Monday, March 09, 2020

Movie Monday: The Call of the Wild

In desperate need of a night out, my husband and I met up with good friends on Saturday for dinner and to go see The Call of the Wild, the latest film adaptation of the classic wilderness novel by Jack London. Of the four of us, my husband just read the novel last year, I read it in middle school so only remember it vaguely, and our friends hadn't ever read it. All of us enjoyed this entertaining story about a man and a dog who save each other in the wilderness of the Yukon and Alaska.

Buck is a lovable but unintentionally destructive dog, living a happy life with a family in California, when he is stolen one night and sent to Alaska, where there is an urgent (and profitable) need for sled dogs for the 1890's gold rush. Buck, a very large--though wholly untrained--dog is soon brought onto a team of mixed breeds who pull the mail sled through the remote Yukon territory. Perrault, played by Omar Sy, is a kind sled master who takes his responsibilities with the mail very seriously, accompanied by Francoise, played by Cara Gee.
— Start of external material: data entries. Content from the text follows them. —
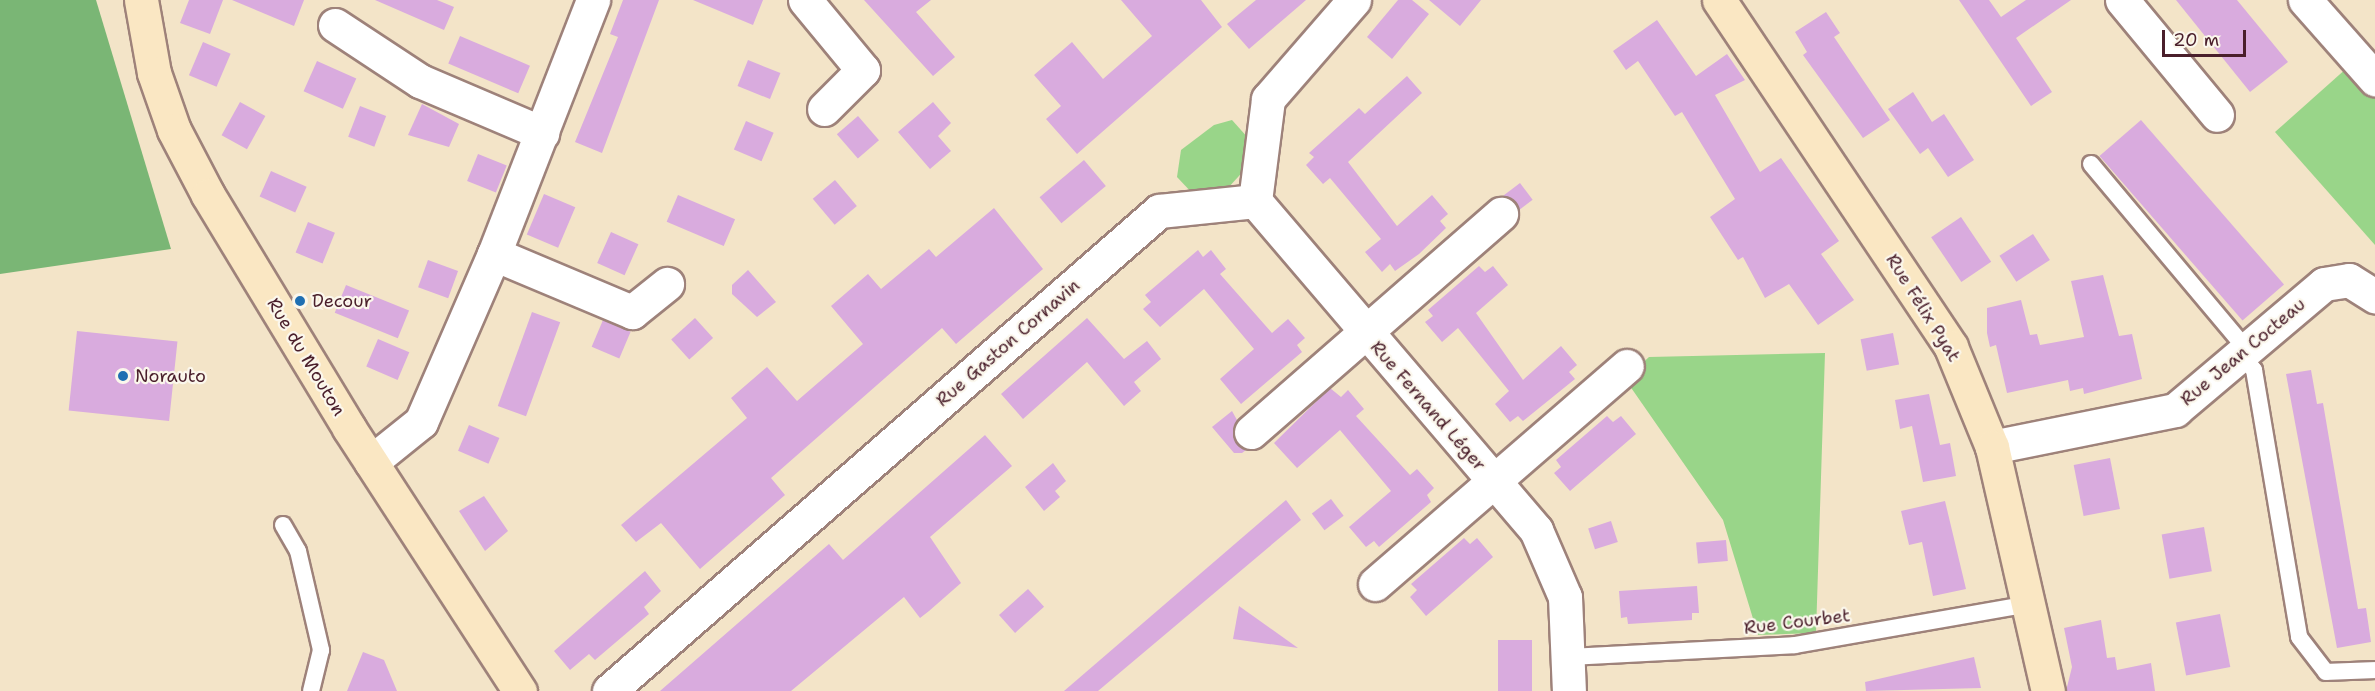 <!DOCTYPE html>
<meta charset="utf-8">
<style>
body{margin:0}
#map{position:relative;width:2375px;height:691px;overflow:hidden;background:#f3e4c8;font-family:"Shantell Sans",sans-serif}
div>[style]{position:absolute}
[style*='--x']{left:calc(var(--x)*1px);top:calc(var(--y)*1px);width:calc(var(--w)*1px);rotate:calc(var(--a)*1deg)}
.green>*{inset:0;background:#99d589}
.forest>*{inset:0;background:#7ab675}
.building>*{inset:0;background:#d9abde;transform-origin:0 0}
.roads{filter:drop-shadow(2px 0 #9e827a) drop-shadow(-2px 0 #9e827a) drop-shadow(0 2px #9e827a) drop-shadow(0 -2px #9e827a)}
.lane>*{height:16px;margin:-8px;padding:0 8px;transform-origin:8px;border-radius:8px;background:#fff}
.street>*{height:33px;margin:-16.5px;padding:0 16.5px;transform-origin:16.5px;border-radius:16.5px;background:#fff}
.secondary>*{height:33px;margin:-16.5px;padding:0 16.5px;transform-origin:16.5px;border-radius:16.5px;background:#fae7c3}
.dots>*{width:16px;height:16px;translate:-50% -50%;box-sizing:border-box;border:3px solid #fbf7ec;border-radius:50%}
span{translate:-50% -50%;white-space:nowrap;text-align:center;line-height:1.15;-webkit-text-stroke:4.5px #fbf7ec;paint-order:stroke}
.poi-label{font-size:18px;color:#4a1f2b}
.left{translate:0 -50%;text-align:left}
.street-label{font-size:18px;color:#4a1f2b}
.scale{position:absolute;left:2162px;top:30px;width:84px;height:27px;box-sizing:border-box;border:3px solid #4a1f2b;border-top:0;padding-left:8px;font-size:18px;line-height:21px;white-space:nowrap;color:#4a1f2b;-webkit-text-stroke:4px #fbf7ec;paint-order:stroke}
</style>
<div id="map">
<div class="green">
<i style="clip-path:polygon(2375px 51px,2375px 245px,2275px 132px,2348px 67px)"></i>
<i style="clip-path:polygon(1232px 120px,1249px 139px,1250px 164px,1227px 189px,1193px 194px,1177px 177px,1181px 150px,1214px 125px)"></i>
<i style="clip-path:polygon(1825px 353px,1816px 633px,1758px 635px,1723px 520px,1625px 379px,1649px 357px)"></i>
</div>
<div class="forest">
<i style="clip-path:polygon(0 0,96px 0,171px 249px,0 274px)"></i>
</div>
<div class="building">
<i style="clip-path:polygon(189px 0,223px 0,210px 34px,180px 23px)"></i>
<i style="clip-path:polygon(232px 0,304px 0,294px 26px)"></i>
<i style="clip-path:polygon(375px 0,437px 0,454px 7px,444px 30px)"></i>
<i style="clip-path:polygon(623px 0,659px 0,602px 153px,575px 142px,618px 37px,610px 34px)"></i>
<i style="clip-path:polygon(693px 0,763px 0,753px 25px)"></i>
<i style="clip-path:polygon(864px 0,931px 0,916px 12px,955px 57px,933px 76px)"></i>
<i style="clip-path:polygon(1121px 0,1201px 0,1222px 27px,1077px 154px,1046px 119px,1061px 106px,1034px 75px,1072px 42px,1103px 79px,1152px 36px)"></i>
<i style="clip-path:polygon(1256px 0,1306px 0,1249px 49px,1227px 24px)"></i>
<i style="clip-path:polygon(1398px 0,1412px 0,1429px 14px,1392px 59px,1367px 37px)"></i>
<i style="clip-path:polygon(1429px 0,1481px 0,1460px 26px)"></i>
<i style="clip-path:polygon(1959px 0,1989px 0,2001px 17px,2026px 0,2071px 0,2016px 38px,2052px 92px,2031px 106px)"></i>
<i style="clip-path:polygon(2176px 0,2237px 0,2288px 62px,2250px 92px)"></i>
<i style="clip-path:polygon(1826px 12px,1840px 33px,1834px 37px,1890px 120px,1863px 138px,1803px 55px,1807px 52px,1795px 32px)"></i>
<i style="clip-path:polygon(1657px 20px,1696px 76px,1727px 54px,1745px 80px,1715px 95px,1760px 172px,1781px 158px,1839px 241px,1821px 254px,1854px 300px,1818px 325px,1789px 284px,1765px 298px,1743px 257px,1738px 260px,1710px 217px,1735px 199px,1682px 112px,1675px 116px,1638px 61px,1626px 70px,1613px 51px)"></i>
<i style="left:460px;top:36px;width:76px;height:30px;rotate:23deg"></i>
<i style="left:203px;top:42px;width:30px;height:36px;rotate:23deg"></i>
<i style="left:748px;top:60px;width:35px;height:28px;rotate:22deg"></i>
<i style="left:317px;top:61px;width:43px;height:33px;rotate:24deg"></i>
<i style="clip-path:polygon(1407px 76px,1422px 93px,1348px 162px,1397px 226px,1432px 195px,1448px 214px,1440px 221px,1446px 228px,1419px 254px,1395px 271px,1390px 264px,1382px 272px,1365px 252px,1381px 239px,1330px 178px,1323px 184px,1306px 165px,1314px 157px,1309px 153px,1359px 108px,1365px 114px)"></i>
<i style="clip-path:polygon(1913px 92px,1932px 122px,1944px 114px,1974px 160px,1948px 177px,1928px 148px,1920px 154px,1888px 109px)"></i>
<i style="left:240px;top:102px;width:29px;height:38px;rotate:29deg"></i>
<i style="clip-path:polygon(933px 102px,951px 123px,938px 136px,951px 151px,930px 169px,898px 132px)"></i>
<i style="clip-path:polygon(422px 104px,459px 124px,449px 147px,408px 135px)"></i>
<i style="left:360px;top:106px;width:28px;height:33px;rotate:21deg"></i>
<i style="left:858px;top:116px;width:32px;height:28px;rotate:49deg"></i>
<i style="left:2141px;top:120px;width:218px;height:55px;rotate:49deg"></i>
<i style="left:746px;top:121px;width:30px;height:31px;rotate:23deg"></i>
<i style="left:478px;top:154px;width:31px;height:29px;rotate:22deg"></i>
<i style="left:1084px;top:160px;width:34px;height:58px;rotate:50deg"></i>
<i style="left:271px;top:171px;width:39px;height:28px;rotate:24deg"></i>
<i style="left:835px;top:180px;width:34px;height:29px;rotate:50deg"></i>
<i style="left:1520px;top:183px;width:21px;height:21px;rotate:53deg"></i>
<i style="left:544px;top:194px;width:34px;height:44px;rotate:23deg"></i>
<i style="left:678px;top:195px;width:62px;height:29px;rotate:23deg"></i>
<i style="clip-path:polygon(994px 208px,1043px 269px,956px 344px,942px 328px,771px 478px,785px 495px,700px 569px,661px 523px,636px 542px,621px 525px,747px 418px,731px 398px,767px 367px,797px 401px,863px 344px,831px 306px,868px 274px,881px 289px,929px 249px,936px 257px)"></i>
<i style="left:1961px;top:217px;width:54px;height:36px;rotate:56deg"></i>
<i style="left:308px;top:222px;width:29px;height:33px;rotate:22deg"></i>
<i style="left:611px;top:232px;width:30px;height:34px;rotate:24deg"></i>
<i style="left:2033px;top:234px;width:31px;height:40px;rotate:57deg"></i>
<i style="clip-path:polygon(1198px 250px,1203px 257px,1211px 250px,1226px 269px,1220px 274px,1272px 333px,1288px 319px,1305px 338px,1297px 345px,1302px 352px,1241px 404px,1220px 379px,1254px 349px,1204px 289px,1160px 327px,1143px 309px,1151px 302px,1145px 295px)"></i>
<i style="left:428px;top:260px;width:32px;height:29px;rotate:20deg"></i>
<i style="clip-path:polygon(1479px 266px,1485px 272px,1493px 266px,1508px 285px,1476px 313px,1523px 380px,1561px 346px,1577px 365px,1569px 372px,1575px 379px,1523px 421px,1518px 416px,1510px 422px,1495px 404px,1509px 391px,1458px 328px,1442px 342px,1425px 322px,1433px 316px,1428px 310px)"></i>
<i style="clip-path:polygon(748px 270px,776px 302px,757px 317px,732px 294px,732px 285px)"></i>
<i style="clip-path:polygon(2103px 275px,2119px 336px,2132px 334px,2142px 379px,2084px 394px,2083px 388px,2070px 391px,2068px 380px,2007px 393px,1996px 345px,1990px 347px,1987px 333px,1987px 308px,2021px 300px,2030px 335px,2037px 334px,2040px 345px,2084px 337px,2071px 281px)"></i>
<i style="left:346px;top:285px;width:68px;height:30px;rotate:22deg"></i>
<i style="left:532px;top:312px;width:30px;height:100px;rotate:20deg"></i>
<i style="left:695px;top:318px;width:27px;height:32px;rotate:48deg"></i>
<i style="clip-path:polygon(1087px 318px,1124px 359px,1147px 341px,1161px 359px,1134px 382px,1141px 391px,1124px 406px,1087px 362px,1023px 419px,1001px 394px)"></i>
<i style="left:603px;top:320px;width:30px;height:29px;rotate:23deg"></i>
<i style="left:77px;top:331px;width:101px;height:80px;rotate:6deg"></i>
<i style="left:1893px;top:333px;width:32px;height:33px;rotate:79deg"></i>
<i style="left:378px;top:339px;width:34px;height:30px;rotate:23deg"></i>
<i style="clip-path:polygon(2311px 370px,2317px 404px,2323px 403px,2358px 609px,2366px 608px,2371px 642px,2337px 648px,2286px 374px)"></i>
<i style="clip-path:polygon(1330px 388px,1341px 397px,1348px 390px,1364px 409px,1356px 416px,1410px 475px,1417px 469px,1434px 488px,1427px 495px,1431px 502px,1379px 547px,1374px 541px,1366px 547px,1349px 527px,1391px 491px,1340px 430px,1297px 468px,1274px 443px)"></i>
<i style="clip-path:polygon(1929px 394px,1940px 445px,1950px 443px,1956px 476px,1923px 482px,1912px 426px,1900px 429px,1895px 400px)"></i>
<i style="clip-path:polygon(1232px 411px,1237px 420px,1233px 436px,1246px 450px,1242px 453px,1234px 453px,1212px 427px)"></i>
<i style="clip-path:polygon(1607px 416px,1613px 422px,1621px 416px,1636px 434px,1570px 491px,1554px 473px,1561px 467px,1556px 460px)"></i>
<i style="left:469px;top:425px;width:33px;height:28px;rotate:23deg"></i>
<i style="clip-path:polygon(985px 435px,1012px 466px,930px 537px,961px 583px,929px 611px,920px 618px,904px 597px,791px 691px,660px 691px,829px 544px,843px 560px)"></i>
<i style="left:2110px;top:458px;width:52px;height:37px;rotate:79deg"></i>
<i style="clip-path:polygon(1053px 463px,1066px 481px,1055px 491px,1060px 497px,1044px 511px,1025px 487px)"></i>
<i style="clip-path:polygon(484px 496px,508px 531px,485px 551px,459px 511px)"></i>
<i style="left:1331px;top:499px;width:21px;height:24px;rotate:53deg"></i>
<i style="clip-path:polygon(1286px 500px,1301px 520px,1098px 691px,1064px 691px)"></i>
<i style="clip-path:polygon(1945px 501px,1966px 589px,1933px 596px,1922px 542px,1909px 545px,1901px 511px)"></i>
<i style="left:1611px;top:521px;width:22px;height:24px;rotate:72deg"></i>
<i style="left:2204px;top:527px;width:45px;height:43px;rotate:80deg"></i>
<i style="clip-path:polygon(1464px 538px,1470px 544px,1477px 538px,1493px 557px,1426px 616px,1410px 597px,1417px 590px,1411px 584px)"></i>
<i style="left:1726px;top:540px;width:21px;height:30px;rotate:85deg"></i>
<i style="clip-path:polygon(645px 571px,661px 591px,644px 607px,649px 614px,595px 660px,589px 654px,570px 670px,554px 651px)"></i>
<i style="clip-path:polygon(1697px 586px,1699px 613px,1692px 613px,1692px 620px,1628px 624px,1627px 617px,1621px 618px,1619px 591px)"></i>
<i style="left:1028px;top:589px;width:24px;height:39px;rotate:48deg"></i>
<i style="clip-path:polygon(1239px 606px,1298px 648px,1233px 639px)"></i>
<i style="left:2220px;top:614px;width:54px;height:45px;rotate:79deg"></i>
<i style="clip-path:polygon(2101px 620px,2107px 658px,2115px 657px,2117px 670px,2151px 663px,2155px 691px,2066px 691px,2072px 667px,2064px 628px)"></i>
<i style="left:1498px;top:640px;width:34px;height:51px"></i>
<i style="clip-path:polygon(363px 652px,384px 660px,397px 691px,347px 691px)"></i>
<i style="clip-path:polygon(1974px 657px,1981px 688px,1866px 691px,1865px 682px)"></i>
</div>
<div class="roads">
<div class="lane">
<i style="--x:2091;--y:164;--w:241;--a:50"></i>
<i style="--x:2241;--y:354;--w:21;--a:51"></i>
<i style="--x:2254;--y:370;--w:271;--a:80.4"></i>
<i style="--x:2299;--y:637;--w:44;--a:52.4"></i>
<i style="--x:2326;--y:672;--w:49;--a:-2.3"></i>
<i style="--x:283;--y:525;--w:30;--a:60"></i>
<i style="--x:298;--y:551;--w:102;--a:76.9"></i>
<i style="--x:321;--y:650;--w:42;--a:103.7"></i>
<i style="--x:1568;--y:657;--w:227;--a:-3"></i>
<i style="--x:1795;--y:645;--w:238;--a:-9.9"></i>
</div>
<div class="street">
<i style="--x:805;--y:0;--w:91;--a:50.4"></i>
<i style="--x:863;--y:70;--w:55;--a:135"></i>
<i style="--x:2122;--y:0;--w:149;--a:50.4"></i>
<i style="--x:2305;--y:0;--w:106;--a:48.5"></i>
<i style="--x:335;--y:25;--w:102;--a:33.4"></i>
<i style="--x:420;--y:81;--w:133;--a:23.1"></i>
<i style="--x:1255;--y:201;--w:433;--a:49.5"></i>
<i style="--x:1536;--y:530;--w:73;--a:66.6"></i>
<i style="--x:1565;--y:597;--w:94;--a:87.6"></i>
<i style="--x:494;--y:254;--w:150;--a:22.8"></i>
<i style="--x:632;--y:312;--w:45;--a:-38.7"></i>
<i style="--x:1251;--y:432;--w:332;--a:-41.1"></i>
<i style="--x:1992;--y:447;--w:187;--a:-11.4"></i>
<i style="--x:2175;--y:410;--w:195;--a:-40.2"></i>
<i style="--x:2324;--y:284;--w:25;--a:-9"></i>
<i style="--x:2349;--y:280;--w:31;--a:32"></i>
<i style="--x:371;--y:462;--w:64;--a:-38.7"></i>
<i style="--x:421;--y:422;--w:183;--a:-66.5"></i>
<i style="--x:494;--y:254;--w:273;--a:-68.7"></i>
<i style="--x:1375;--y:584;--w:333;--a:-40.9"></i>
<i style="--x:609;--y:691;--w:730;--a:-41.11"></i>
<i style="--x:1159;--y:211;--w:97;--a:-5.9"></i>
<i style="--x:1255;--y:201;--w:103;--a:-82.7"></i>
<i style="--x:1268;--y:99;--w:131;--a:-49"></i>
</div>
<div class="secondary">
<i style="--x:141;--y:0;--w:74;--a:79.9"></i>
<i style="--x:154;--y:73;--w:60;--a:70.7"></i>
<i style="--x:174;--y:130;--w:73;--a:62.4"></i>
<i style="--x:208;--y:195;--w:272;--a:58.8"></i>
<i style="--x:349;--y:428;--w:314;--a:57"></i>
<i style="--x:1719;--y:0;--w:417;--a:56.2"></i>
<i style="--x:1951;--y:347;--w:108;--a:67.7"></i>
<i style="--x:1992;--y:447;--w:250;--a:77.1"></i>
</div>
</div>
<div class="dots">
<i style="left:300px;top:301px;background:#1f6fb2"></i>
<i style="left:123px;top:376px;background:#1f6fb2"></i>
</div>
<div class="poi-label">
<span class="left" style="left:312px;top:301px">Decour</span>
<span class="left" style="left:135px;top:376px">Norauto</span>
</div>
<div class="street-label">
<span style="left:1923px;top:308px;rotate:58deg">Rue Félix Pyat</span>
<span style="left:1008px;top:343px;rotate:-41deg">Rue Gaston Cornavin</span>
<span style="left:2243px;top:352px;rotate:-40deg">Rue Jean Cocteau</span>
<span style="left:306px;top:357px;rotate:59deg">Rue du Mouton</span>
<span style="left:1428px;top:406px;rotate:49deg">Rue Fernand Léger</span>
<span style="left:1797px;top:622px;rotate:-7deg">Rue Courbet</span>
</div>
<div class="scale">20 m</div>
</div>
Although not used to discipline or hard work, Buck soon learns how to be a part of the team and eventually becomes the lead dog, earning the respect of both the other dogs and his masters through his brave and diligent efforts. When the mail is no longer carried by sled, though, and Perrault is sent home to Quebec, Buck is purchased by a cruel, wealthy man intent on finding gold. He works Buck and the other dogs relentlessly and pushes them way past their limits, also putting them in danger through his ignorance of the spring melt season and his greedy pursuit of gold at all costs. A man named John Thornton, played by Harrison Ford, finds Buck when he has been left behind, almost dead, and brings him back to his remote cabin. John has encountered Buck before and kindly nurses him back to health, though John's normal life is filled with nothing but sorrow and alcohol, having lost his young son to a fever years earlier. John and Buck take off into the wilderness together, in pursuit of what John's son would have called an adventure.

While the very basic outlines of the movie are based on the novel, the story has been seriously Disney-fied. In the novel, Buck endured far more abuse (and from far crueler men) before finally finding John. This is a kinder, happier version of Buck's story, clearly meant for families and to be appropriate for children (it is rated PG). But we all agreed that we really wouldn't have wanted to watch Buck be mistreated more, and we were all entertained by this 100-minute cinematic escape. This version has humorous escapades to counter the darker themes, but the essential relationship between John and Buck remains, along with the theme of Buck gradually shedding his domestic upbringing to listen to "the call of the wild." Ford is, as always, wonderful in his role, and the scenes of the Alaskan and Yukon wilderness are breathtakingly beautiful, making me yearn for camping season to start. It's an enjoyable diversion and a heartwarming story of a man and a dog finding healing and redemption with each other.

The Call of the Wild is currently playing in theaters (we saw it in a comfy recliner theater!). DVD and streaming release dates have not yet been determined.